I hope perl is not so inefficient that it copies all the content of a list when it needs to process it, when simply pointing to the already allocated elements would be enough.

• "Hoping"

  Doesn't change anything.

• "perl is not so inefficient"

  AFAIK: Perl(5) is still more efficient (for most things) than other similar languages (Python, Ruby, BASH, CMD, Powershell etc.); in part because of the efficiency (minimalism) of its runloop and stack-based opcodes.

  However, it is less efficient than (uncompiled) Java or Javascript or Julia etc.; in part because of its stack-based opcodes.

  The stack-based opcodes lend themselves to "efficient dispatch" when running as a pure bytecode interpreter; but they do not lend themselves to great efficiency gains through JIT compilation.

  The J-languages were either designed from the outset (Julia) or have evolved over time under corporate sponsership (Java & Javascript), to lend themselves to efficient JIT compilation at runtime. Perl has not.

• "that it copies all the content of a list when it needs to process it"

  I didn't say anything about "copying ... a list". I said: "Turn the ... array, ... into a ... list".

  Perl's opcodes are stack based. All arguments are passed on the (perl! Not C) stack. The arguments to an array assignment: @{ @keys } = @values; are the two arrays @keys & @values. These are passed to the opcode on the stack.

  The process of converting an array to a list on the stack is not a copy operation per se; but rather an aliasing operation. The original SVs in the array are not copied, but their address are pushed onto the stack. A 10 million element array, results in 10 million SV*s being pushed to the stack.

  Space for those 10 million SV*s has to be allocated; and all the stack pointers and the associated "Mark stack" -- another stack that manages the Perl stack see illustration -- have to be maintained and updated.

  Ditto for the second argument array (@values). So, the process is not a "copy operation", but neither is it trivial.

• "when simply pointing to the already allocated elements would be enough."

  It does "simply point"; but it points at each of the 20 million elements individually.

  Couldn't this be changed to simply stack 2 pointers, one to each of the two arrays?

  Yes, if the arguments to the array assignment are both arrays, but what about this: @hash{ 1, @small, 10 .. 25, @more } = @array[ reverse 0 .. $#array ];

  The point of that contrived example is to show that the destination and sources lists of a, more properly termed list assignment (though known internally as array assignment), can be made up of elements drawn from (any combination of) array and hash elements, constants, ordinary scalars, slices of arrays or hashes etc.

  So, for those occasions when the destination list is entirely defined by one array, and the source list entirely defined by another array, it would be possible to only pass references to those two arrays on the stack, and thus avoid large scale allocations; but is would require special casing, and probably another opcode.

Even more so with arrays.

Um.

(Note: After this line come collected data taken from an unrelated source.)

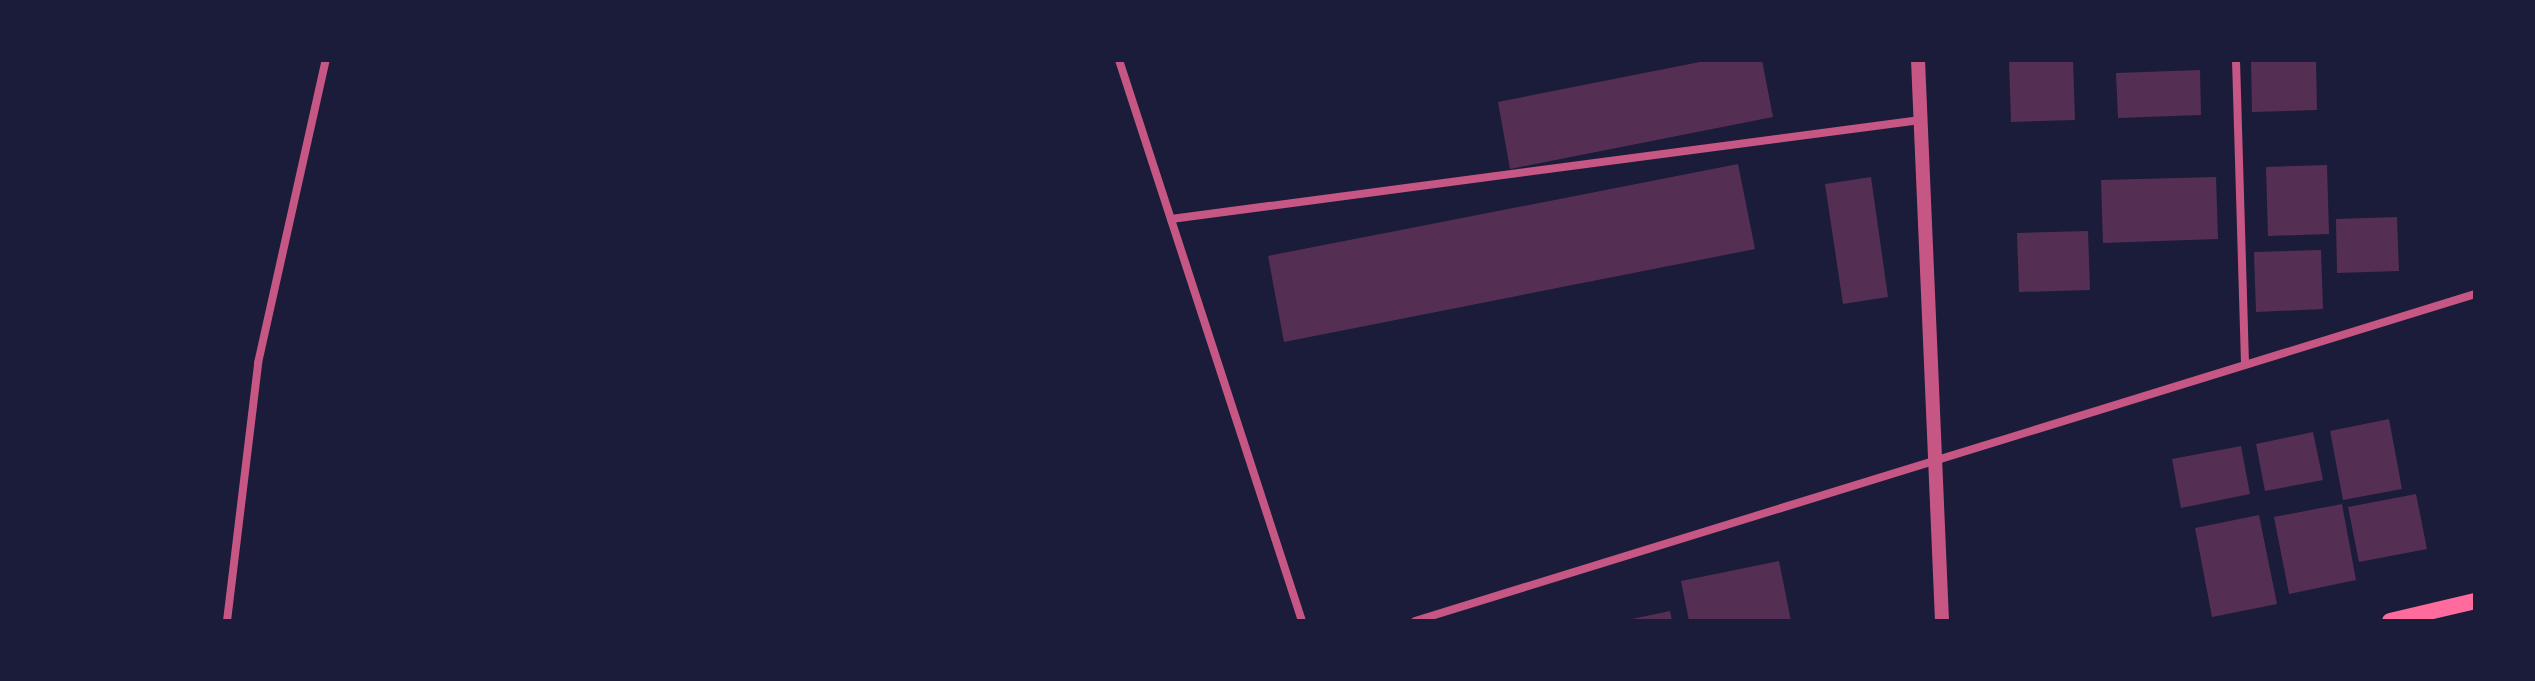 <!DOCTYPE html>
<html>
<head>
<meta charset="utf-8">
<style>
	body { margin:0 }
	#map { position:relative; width:2535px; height:681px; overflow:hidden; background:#1b1b3a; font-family:"Archivo Narrow",sans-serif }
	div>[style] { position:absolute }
	.building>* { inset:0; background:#542f53 }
	.minor>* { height:8px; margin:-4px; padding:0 4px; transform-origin:4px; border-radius:4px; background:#c65784 }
	.tertiary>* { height:14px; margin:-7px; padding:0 7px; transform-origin:7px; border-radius:7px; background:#c65784 }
	.secondary>* { height:16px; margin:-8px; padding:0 8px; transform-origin:8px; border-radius:8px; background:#ff6b9d }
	span { translate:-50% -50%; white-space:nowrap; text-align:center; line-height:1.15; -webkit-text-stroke:7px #1b1b3a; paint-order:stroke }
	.frame { position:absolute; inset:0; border:62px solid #1b1b3a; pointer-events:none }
</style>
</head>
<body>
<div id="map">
	<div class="building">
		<i style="clip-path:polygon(1710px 60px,1762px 60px,1773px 117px,1510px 169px,1498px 102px)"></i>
		<i style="clip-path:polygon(2009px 60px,2073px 60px,2075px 120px,2011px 122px)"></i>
		<i style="clip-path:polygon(2251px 60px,2316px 60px,2317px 110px,2252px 112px)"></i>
		<i style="clip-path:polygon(2200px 70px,2201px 115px,2118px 118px,2116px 73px)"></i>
		<i style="clip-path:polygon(1738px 164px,1755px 249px,1284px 342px,1268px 256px)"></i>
		<i style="clip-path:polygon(2327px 165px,2329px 234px,2268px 236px,2266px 167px)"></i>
		<i style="clip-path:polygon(1871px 177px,1888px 297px,1843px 304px,1825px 184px)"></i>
		<i style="clip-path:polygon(2216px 177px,2218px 239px,2103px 243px,2101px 180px)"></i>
		<i style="clip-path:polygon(2397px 217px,2399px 271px,2337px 273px,2336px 219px)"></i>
		<i style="clip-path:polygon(2088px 231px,2090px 290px,2019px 292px,2017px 233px)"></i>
		<i style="clip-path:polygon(2321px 250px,2323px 309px,2256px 312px,2254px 252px)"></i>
		<i style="clip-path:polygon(2389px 419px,2402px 489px,2343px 500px,2330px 431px)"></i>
		<i style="clip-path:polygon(2313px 432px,2323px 480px,2265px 491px,2256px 444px)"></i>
		<i style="clip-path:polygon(2241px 446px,2250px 494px,2181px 508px,2172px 459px)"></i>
		<i style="clip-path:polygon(2416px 494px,2427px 549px,2359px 562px,2348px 507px)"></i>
		<i style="clip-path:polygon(2342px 504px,2356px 580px,2289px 594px,2274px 517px)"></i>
		<i style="clip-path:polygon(2259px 515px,2277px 604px,2212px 617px,2195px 528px)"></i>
		<i style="clip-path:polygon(1779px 561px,1791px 621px,1689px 621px,1681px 581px)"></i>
		<i style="clip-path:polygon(1670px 611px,1672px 621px,1627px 621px,1627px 620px)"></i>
	</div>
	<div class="minor">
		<i style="left:1119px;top:60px;width:590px;rotate:71.93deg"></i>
		<i style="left:2236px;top:60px;width:302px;rotate:88.3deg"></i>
		<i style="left:1171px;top:219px;width:756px;rotate:-7.53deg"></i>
		<i style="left:227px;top:621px;width:260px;rotate:-83.1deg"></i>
		<i style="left:258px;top:363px;width:311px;rotate:-77.4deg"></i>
		<i style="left:1415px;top:621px;width:1109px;rotate:-17.14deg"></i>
	</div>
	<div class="tertiary">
		<i style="left:1918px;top:60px;width:562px;rotate:87.55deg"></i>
	</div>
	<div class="secondary">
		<i style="left:2390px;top:621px;width:87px;rotate:-13.2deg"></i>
	</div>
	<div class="frame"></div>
</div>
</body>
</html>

The example contains arrays. So if the previous sentence was not talking about arrays, what was it talking about?

I'd also expect some COW mechanism to remove a lot of allocating and copying.

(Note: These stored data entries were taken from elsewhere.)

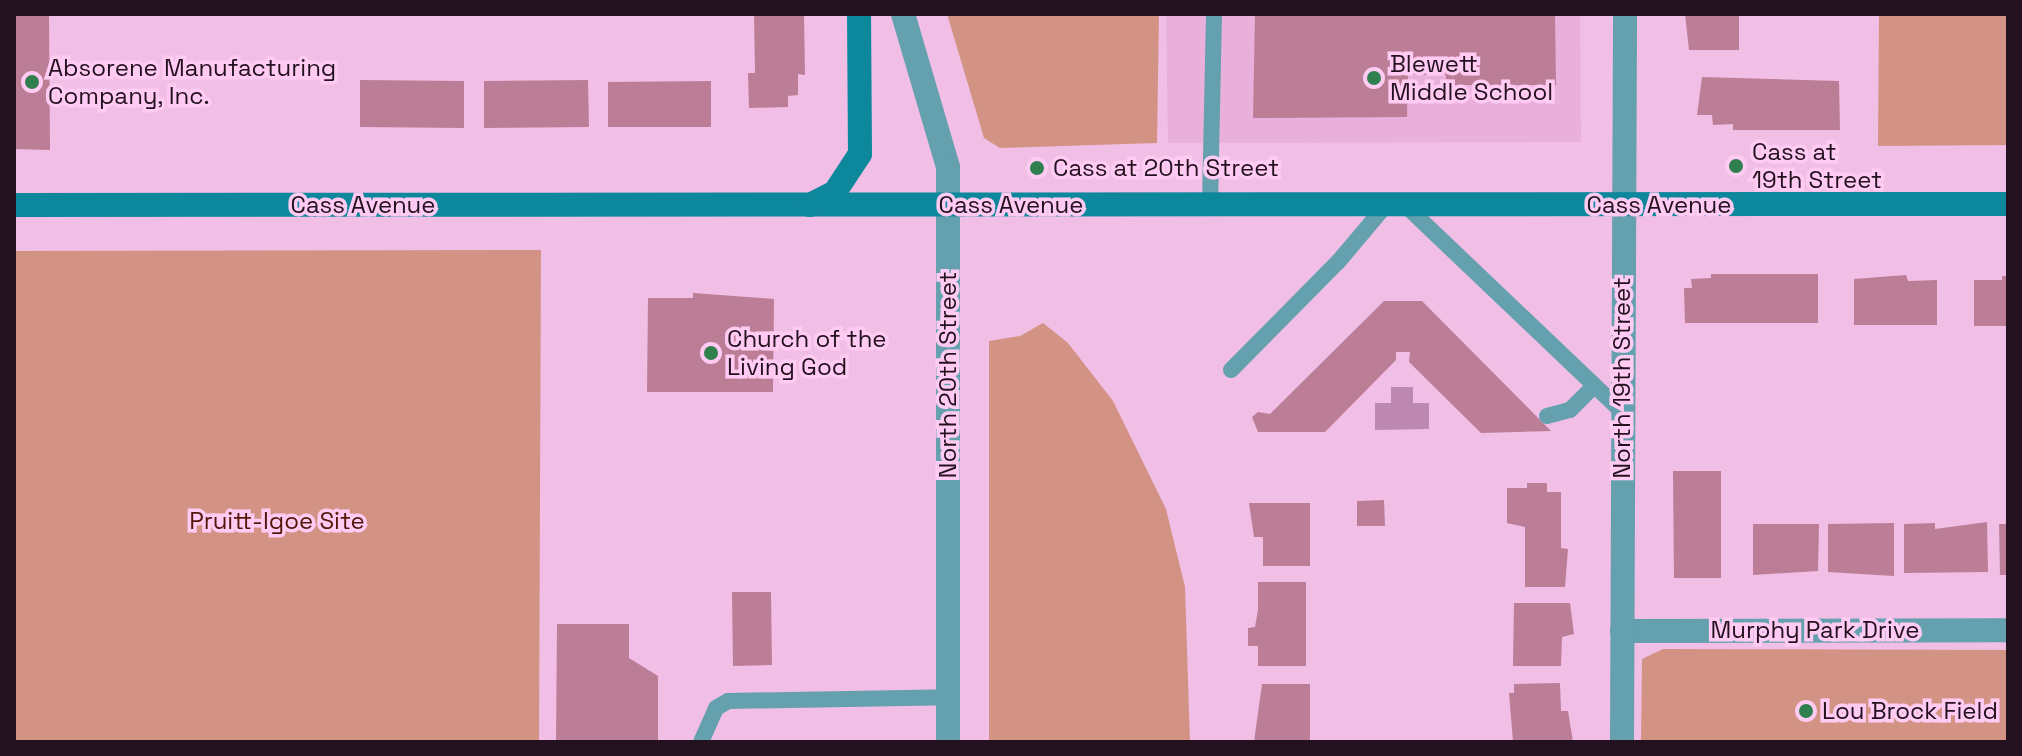 <!DOCTYPE html>
<html>
<head>
<meta charset="utf-8">
<style>
  body { margin:0 }
  #map { position:relative; width:2022px; height:756px; overflow:hidden; background:#f1bee6; font-family:"Space Grotesk",sans-serif }
  div>[style] { position:absolute }
  [style*='--x'] { left:calc(var(--x)*1px); top:calc(var(--y)*1px); width:calc(var(--w)*1px); rotate:calc(var(--a)*1deg) }
  .built>* { inset:0; background:#e9b0dc }
  .green>* { inset:0; background:#d39384 }
  .water>* { inset:0; background:#bd88b2 }
  .building>* { inset:0; background:#bc7d96 }
  .service>* { height:16px; margin:-8px; padding:0 8px; transform-origin:8px; border-radius:8px; background:#64a0ae }
  .minor>* { height:24px; margin:-12px; padding:0 12px; transform-origin:12px; border-radius:12px; background:#64a0ae }
  .secondary>* { height:24px; margin:-12px; padding:0 12px; transform-origin:12px; border-radius:12px; background:#0d879c }
  .dots>* { width:22px; height:22px; translate:-50% -50%; box-sizing:border-box; border:4px solid #ffcbf3; border-radius:50% }
  span { translate:-50% -50%; white-space:nowrap; text-align:center; line-height:1.15; -webkit-text-stroke:7px #ffcbf3; paint-order:stroke }
  .poi-label { font-size:24px; color:#23111f }
  .left { translate:0 -50%; text-align:left }
  .street-label { font-size:24px; color:#23111f }
  .park-label { font-size:24px; color:#53170a }
  .frame { position:absolute; inset:0; border:16px solid #23111f; pointer-events:none }
</style>
</head>
<body>
<div id="map">
  <div class="built">
    <div style="clip-path:polygon(1166px 14px,1580px 14px,1581px 142px,1168px 143px)"></div>
  </div>
  <div class="green">
    <div style="clip-path:polygon(947px 14px,1159px 14px,1157px 143px,1000px 148px,984px 138px)"></div>
    <div style="clip-path:polygon(1879px 14px,2008px 14px,2008px 145px,1878px 146px)"></div>
    <div style="clip-path:polygon(541px 250px,539px 742px,14px 742px,14px 251px)"></div>
    <div style="clip-path:polygon(1043px 323px,1068px 343px,1113px 401px,1166px 509px,1185px 587px,1190px 742px,989px 742px,989px 341px,1020px 336px)"></div>
    <div style="clip-path:polygon(1663px 649px,2008px 650px,2008px 742px,1641px 742px,1642px 659px)"></div>
  </div>
  <div class="water">
    <div style="clip-path:polygon(1391px 387px,1413px 387px,1413px 403px,1429px 403px,1429px 429px,1375px 430px,1375px 403px,1391px 403px)"></div>
  </div>
  <div class="building">
    <div style="clip-path:polygon(14px 14px,49px 14px,50px 150px,14px 149px)"></div>
    <div style="clip-path:polygon(754px 14px,804px 14px,805px 75px,798px 74px,798px 95px,788px 96px,788px 107px,749px 108px,748px 73px,755px 73px)"></div>
    <div style="clip-path:polygon(1255px 14px,1555px 14px,1556px 85px,1446px 85px,1446px 75px,1408px 75px,1407px 117px,1253px 118px)"></div>
    <div style="clip-path:polygon(1685px 14px,1739px 14px,1739px 50px,1689px 50px)"></div>
    <div style="clip-path:polygon(1702px 77px,1839px 81px,1840px 130px,1733px 130px,1733px 124px,1713px 125px,1712px 115px,1697px 115px)"></div>
    <div style="clip-path:polygon(360px 80px,464px 81px,464px 128px,360px 127px)"></div>
    <div style="clip-path:polygon(588px 80px,589px 127px,484px 128px,484px 81px)"></div>
    <div style="clip-path:polygon(711px 81px,711px 127px,608px 127px,608px 82px)"></div>
    <div style="clip-path:polygon(1711px 274px,1818px 274px,1818px 323px,1685px 323px,1684px 288px,1692px 288px,1691px 279px,1711px 278px)"></div>
    <div style="clip-path:polygon(1906px 275px,1908px 281px,1937px 280px,1937px 325px,1854px 325px,1854px 279px)"></div>
    <div style="clip-path:polygon(2002px 276px,2008px 276px,2008px 326px,1974px 326px,1974px 280px,2002px 280px)"></div>
    <div style="clip-path:polygon(693px 293px,774px 299px,773px 392px,647px 392px,648px 298px,693px 298px)"></div>
    <div style="clip-path:polygon(1384px 301px,1422px 301px,1551px 431px,1481px 433px,1409px 362px,1410px 352px,1396px 352px,1396px 360px,1325px 432px,1258px 432px,1252px 417px,1258px 412px,1270px 414px)"></div>
    <div style="clip-path:polygon(1673px 471px,1721px 471px,1721px 578px,1674px 578px)"></div>
    <div style="clip-path:polygon(1527px 483px,1547px 483px,1547px 492px,1561px 492px,1561px 548px,1568px 549px,1565px 587px,1525px 587px,1525px 527px,1507px 523px,1507px 488px,1527px 488px)"></div>
    <div style="clip-path:polygon(1384px 500px,1385px 526px,1357px 526px,1357px 501px)"></div>
    <div style="clip-path:polygon(1249px 503px,1310px 503px,1310px 566px,1263px 566px,1263px 537px,1254px 537px)"></div>
    <div style="clip-path:polygon(1987px 522px,1988px 572px,1904px 573px,1904px 524px,1935px 523px,1935px 529px)"></div>
    <div style="clip-path:polygon(1894px 523px,1894px 576px,1828px 572px,1828px 524px)"></div>
    <div style="clip-path:polygon(1753px 524px,1819px 524px,1818px 571px,1753px 575px)"></div>
    <div style="clip-path:polygon(1999px 524px,2008px 524px,2008px 575px,2000px 575px)"></div>
    <div style="clip-path:polygon(1258px 582px,1306px 582px,1306px 666px,1258px 666px,1258px 646px,1248px 646px,1248px 628px,1255px 627px,1258px 610px)"></div>
    <div style="clip-path:polygon(732px 592px,771px 592px,772px 665px,733px 666px)"></div>
    <div style="clip-path:polygon(1514px 603px,1570px 603px,1574px 634px,1562px 637px,1561px 666px,1513px 666px)"></div>
    <div style="clip-path:polygon(557px 624px,629px 624px,629px 658px,658px 676px,658px 742px,556px 742px)"></div>
    <div style="clip-path:polygon(1560px 683px,1561px 711px,1568px 711px,1573px 742px,1513px 742px,1509px 693px,1514px 693px,1514px 684px)"></div>
    <div style="clip-path:polygon(1262px 684px,1310px 684px,1310px 742px,1254px 742px)"></div>
  </div>
  <div class="service">
    <div style="--x:1210;--y:205;--w:191;--a:-88.8"></div>
    <div style="--x:1405;--y:205;--w:300;--a:43.6"></div>
    <div style="--x:1231;--y:370;--w:152;--a:-45.3"></div>
    <div style="--x:1338;--y:262;--w:76;--a:-49.8"></div>
    <div style="--x:1547;--y:416;--w:24;--a:-15"></div>
    <div style="--x:1570;--y:410;--w:31;--a:-45"></div>
    <div style="--x:701;--y:742;--w:37;--a:-66"></div>
    <div style="--x:716;--y:708;--w:14;--a:-30"></div>
    <div style="--x:728;--y:701;--w:220;--a:-1"></div>
  </div>
  <div class="minor">
    <div style="--x:903;--y:14;--w:159;--a:73.6"></div>
    <div style="--x:948;--y:167;--w:575;--a:90"></div>
    <div style="--x:1622;--y:631;--w:386;--a:-0.1"></div>
    <div style="--x:1622;--y:742;--w:728;--a:-89.76"></div>
  </div>
  <div class="secondary">
    <div style="--x:14;--y:205;--w:1994;--a:-0.03"></div>
    <div style="--x:810;--y:205;--w:28;--a:-27"></div>
    <div style="--x:835;--y:192;--w:45;--a:-56.7"></div>
    <div style="--x:860;--y:154;--w:140;--a:-90.4"></div>
  </div>
  <div class="dots">
    <div style="left:1374px;top:78px;background:#2f7f4f"></div>
    <div style="left:32px;top:82px;background:#2f7f4f"></div>
    <div style="left:1736px;top:166px;background:#2f7f4f"></div>
    <div style="left:1037px;top:168px;background:#2f7f4f"></div>
    <div style="left:711px;top:353px;background:#2f7f4f"></div>
    <div style="left:1806px;top:711px;background:#2f7f4f"></div>
  </div>
  <div class="poi-label">
    <span class="left" style="left:1390px;top:78px">Blewett<br>Middle School</span>
    <span class="left" style="left:48px;top:82px">Absorene Manufacturing<br>Company, Inc.</span>
    <span class="left" style="left:1752px;top:166px">Cass at<br>19th Street</span>
    <span class="left" style="left:1053px;top:168px">Cass at 20th Street</span>
    <span class="left" style="left:727px;top:353px">Church of the<br>Living God</span>
    <span class="left" style="left:1822px;top:711px">Lou Brock Field</span>
  </div>
  <div class="street-label">
    <span style="left:363px;top:205px">Cass Avenue</span>
    <span style="left:1011px;top:205px">Cass Avenue</span>
    <span style="left:1659px;top:205px">Cass Avenue</span>
    <span style="left:948px;top:375px;rotate:-90deg">North 20th Street</span>
    <span style="left:1622px;top:378px;rotate:-90deg">North 19th Street</span>
    <span style="left:1815px;top:630px">Murphy Park Drive</span>
  </div>
  <div class="park-label">
    <span style="left:277px;top:521px">Pruitt-Igoe Site</span>
  </div>
  <div class="frame"></div>
</div>
</body>
</html>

CopyOnWrite generally applies to entire data segments of a process that is cheaply shared with another process; that's obviously not applicable here.

Perl does have some internal flags and references with "COW" in their names; where by the copying of scalars is avoided (by aliasing) until and unless they are written to; but as the argument lists (destination & source) to op_aassign are inherently readonly, that does not apply here either.

Keys might be more trouble though, as all data stored in them have to be stringified first (and I wouldn't be surprised to learn that hash keys always hold a copy of the initial string, since as far as I can tell they are not standard scalar values).

Since CoW is not applicable to the destination and source lists; most of that is irrelevant, but I can confirm that hash keys are not normal scalars, and even if they are already in memory as scalars, the text will be copied into the HV structure.

I agree that the memory usage, and number of copies is certainly higher when you go all the way to slicing, but I don't expect "at least 4 times more" memory.

For the statement: @hash{ @keys } = @array; here is the memory usage:

C:\test>p1
print mem;;
9,356 K

$#keys = 10e6; $#values = 10e6; $keys[ $_ ] = "$_", $values[ $_ ] = $_
+ for 0 .. 10e6;;
print mem;;
2,000,088 K

@hash{ @keys } = @values;;
print mem;;
4,394,716 K

print size( \%hash );;
783106748
[download]

So, final memory usage: 4,394,716 K - initial memory usage: 9,356 K = memory used by the two arrays, the final hash and all the intermediate allocations for the stack, smaller versions of the hash during construction and other bits & bobs: 4,385,360 K or 4490608640 bytes.

And, 4490608640 / 783106748 = 5.734350586901084908030954676437. Your expectations are wrong.

I can't see any value going further.